If you like Slayer, you’ll love Love Is Not Enough by Converge.
Love Is Not Enough is Converge stripped back to blunt force with no grand experiments or collaborative detours, just half an hour of furious, politically charged hardcore. Where previous records have dealt in grief, trauma, and fractured relationships, the first straight-up, no frills Converge record in a decade is a reaction to the encroaching fascism of the moment, and the catastrophe of dangerous American governance. Hardcore punk has always been the most effective vehicle for this kind of dissatisfaction, and so Converge lean in with total conviction.

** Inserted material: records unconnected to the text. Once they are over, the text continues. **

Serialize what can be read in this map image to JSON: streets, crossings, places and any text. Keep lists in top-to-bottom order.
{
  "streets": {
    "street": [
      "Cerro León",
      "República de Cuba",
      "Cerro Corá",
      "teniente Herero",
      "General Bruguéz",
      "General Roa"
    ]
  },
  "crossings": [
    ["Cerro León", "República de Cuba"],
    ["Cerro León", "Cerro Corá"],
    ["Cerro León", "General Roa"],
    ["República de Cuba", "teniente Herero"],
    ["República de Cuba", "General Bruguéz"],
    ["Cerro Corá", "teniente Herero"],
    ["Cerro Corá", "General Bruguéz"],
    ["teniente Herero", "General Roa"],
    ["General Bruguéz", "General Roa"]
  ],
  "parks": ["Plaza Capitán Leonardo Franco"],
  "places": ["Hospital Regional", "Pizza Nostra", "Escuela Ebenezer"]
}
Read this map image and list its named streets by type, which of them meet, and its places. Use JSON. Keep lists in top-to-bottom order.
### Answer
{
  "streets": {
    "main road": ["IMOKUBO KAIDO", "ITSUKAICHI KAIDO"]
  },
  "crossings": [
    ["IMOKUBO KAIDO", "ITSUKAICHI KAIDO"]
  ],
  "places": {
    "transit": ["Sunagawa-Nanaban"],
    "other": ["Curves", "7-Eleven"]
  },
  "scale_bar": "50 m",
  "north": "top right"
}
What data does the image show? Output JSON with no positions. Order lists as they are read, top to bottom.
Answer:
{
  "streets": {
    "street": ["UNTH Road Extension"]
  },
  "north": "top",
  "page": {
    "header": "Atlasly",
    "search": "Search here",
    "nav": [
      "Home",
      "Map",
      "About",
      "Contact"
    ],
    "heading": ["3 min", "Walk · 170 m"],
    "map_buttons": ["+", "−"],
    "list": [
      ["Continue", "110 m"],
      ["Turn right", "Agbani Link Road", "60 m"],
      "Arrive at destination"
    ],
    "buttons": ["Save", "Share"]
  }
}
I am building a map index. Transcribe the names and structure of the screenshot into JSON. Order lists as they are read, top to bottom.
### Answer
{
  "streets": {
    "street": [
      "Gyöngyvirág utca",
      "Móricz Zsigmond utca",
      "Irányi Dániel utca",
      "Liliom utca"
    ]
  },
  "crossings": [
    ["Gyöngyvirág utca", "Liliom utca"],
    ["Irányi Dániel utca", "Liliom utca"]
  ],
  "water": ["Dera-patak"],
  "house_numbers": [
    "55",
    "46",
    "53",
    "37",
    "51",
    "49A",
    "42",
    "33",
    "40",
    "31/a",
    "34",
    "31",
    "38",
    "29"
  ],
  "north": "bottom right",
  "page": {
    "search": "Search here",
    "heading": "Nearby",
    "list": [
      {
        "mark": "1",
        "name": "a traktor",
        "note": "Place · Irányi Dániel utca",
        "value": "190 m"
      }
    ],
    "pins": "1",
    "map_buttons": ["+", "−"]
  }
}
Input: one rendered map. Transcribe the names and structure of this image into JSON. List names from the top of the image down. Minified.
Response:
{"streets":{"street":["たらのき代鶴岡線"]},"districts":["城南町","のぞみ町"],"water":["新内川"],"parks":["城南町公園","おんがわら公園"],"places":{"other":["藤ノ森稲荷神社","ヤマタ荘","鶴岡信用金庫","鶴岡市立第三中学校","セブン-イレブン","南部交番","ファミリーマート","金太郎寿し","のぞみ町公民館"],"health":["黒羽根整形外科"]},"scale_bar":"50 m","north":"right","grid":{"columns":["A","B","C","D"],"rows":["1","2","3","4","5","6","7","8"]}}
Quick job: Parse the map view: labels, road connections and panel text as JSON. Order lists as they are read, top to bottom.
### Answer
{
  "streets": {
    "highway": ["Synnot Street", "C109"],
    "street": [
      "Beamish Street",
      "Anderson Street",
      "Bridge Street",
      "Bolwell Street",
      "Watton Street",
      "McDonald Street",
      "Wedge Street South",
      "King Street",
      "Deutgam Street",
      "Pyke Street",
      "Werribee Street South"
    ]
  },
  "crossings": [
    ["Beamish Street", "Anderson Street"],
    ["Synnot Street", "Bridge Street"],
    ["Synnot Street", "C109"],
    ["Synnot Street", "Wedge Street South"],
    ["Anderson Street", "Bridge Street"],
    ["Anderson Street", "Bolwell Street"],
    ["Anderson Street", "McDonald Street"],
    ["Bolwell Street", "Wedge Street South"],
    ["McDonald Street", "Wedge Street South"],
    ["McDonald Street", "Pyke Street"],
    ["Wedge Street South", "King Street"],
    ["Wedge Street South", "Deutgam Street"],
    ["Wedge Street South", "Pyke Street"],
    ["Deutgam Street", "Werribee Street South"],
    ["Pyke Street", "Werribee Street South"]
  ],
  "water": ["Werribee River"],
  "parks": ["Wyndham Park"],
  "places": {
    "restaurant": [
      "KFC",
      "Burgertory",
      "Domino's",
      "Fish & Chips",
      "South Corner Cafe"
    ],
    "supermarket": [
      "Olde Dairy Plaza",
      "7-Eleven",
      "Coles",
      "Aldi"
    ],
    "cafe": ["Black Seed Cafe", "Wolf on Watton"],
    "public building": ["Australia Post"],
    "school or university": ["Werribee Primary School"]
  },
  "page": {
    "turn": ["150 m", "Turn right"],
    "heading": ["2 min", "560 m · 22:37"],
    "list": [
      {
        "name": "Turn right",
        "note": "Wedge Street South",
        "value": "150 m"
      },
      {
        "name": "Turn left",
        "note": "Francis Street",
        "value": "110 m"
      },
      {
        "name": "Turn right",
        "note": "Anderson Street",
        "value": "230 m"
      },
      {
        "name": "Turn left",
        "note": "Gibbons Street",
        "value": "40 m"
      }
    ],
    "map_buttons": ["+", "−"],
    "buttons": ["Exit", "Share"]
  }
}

Four people in a room making a deafening racket with no gloss, just instruments and fury, Jacob Bannon’s vocals are more discernible than ever, and remarkably you can actually catch the words he’s hollering, making his accusatory rage land even harder. The four-piece thunder with Ben Koller’s drumming remaining some of the most engaging and relentlessly inventive in heavy music. Tracks like Bad Faith and Amon Amok don’t thrash so much as stomp with huge, Sabbath-sized riffs grinding forward with Kurt Ballou’s guitar commited to true evil. There’s a dissonant nastiness to all of these riffs that recalls the malevolent intent of Slayer with every note designed to unsettle. Force Meets Presence is a prime example with a lurching groove creating horrible tension. Distract and Divide is a 90-second blast beat rager, To Feel Something shifts into their signature odd-meter urgency, and Make Me Forget You is nasty, fast and desperate recalling Dark Horse off Axe To Fall. With bands like Knocked Loose now pushing this sound into the mainstream and playing huge stages, Love Is Not Enough feels like a victory lap. Converge were doing this more than 20 years ago, and the sound they pioneered is more relevant than ever, so they return with their most direct and blunt record in years, because it’s exactly what the moment demands.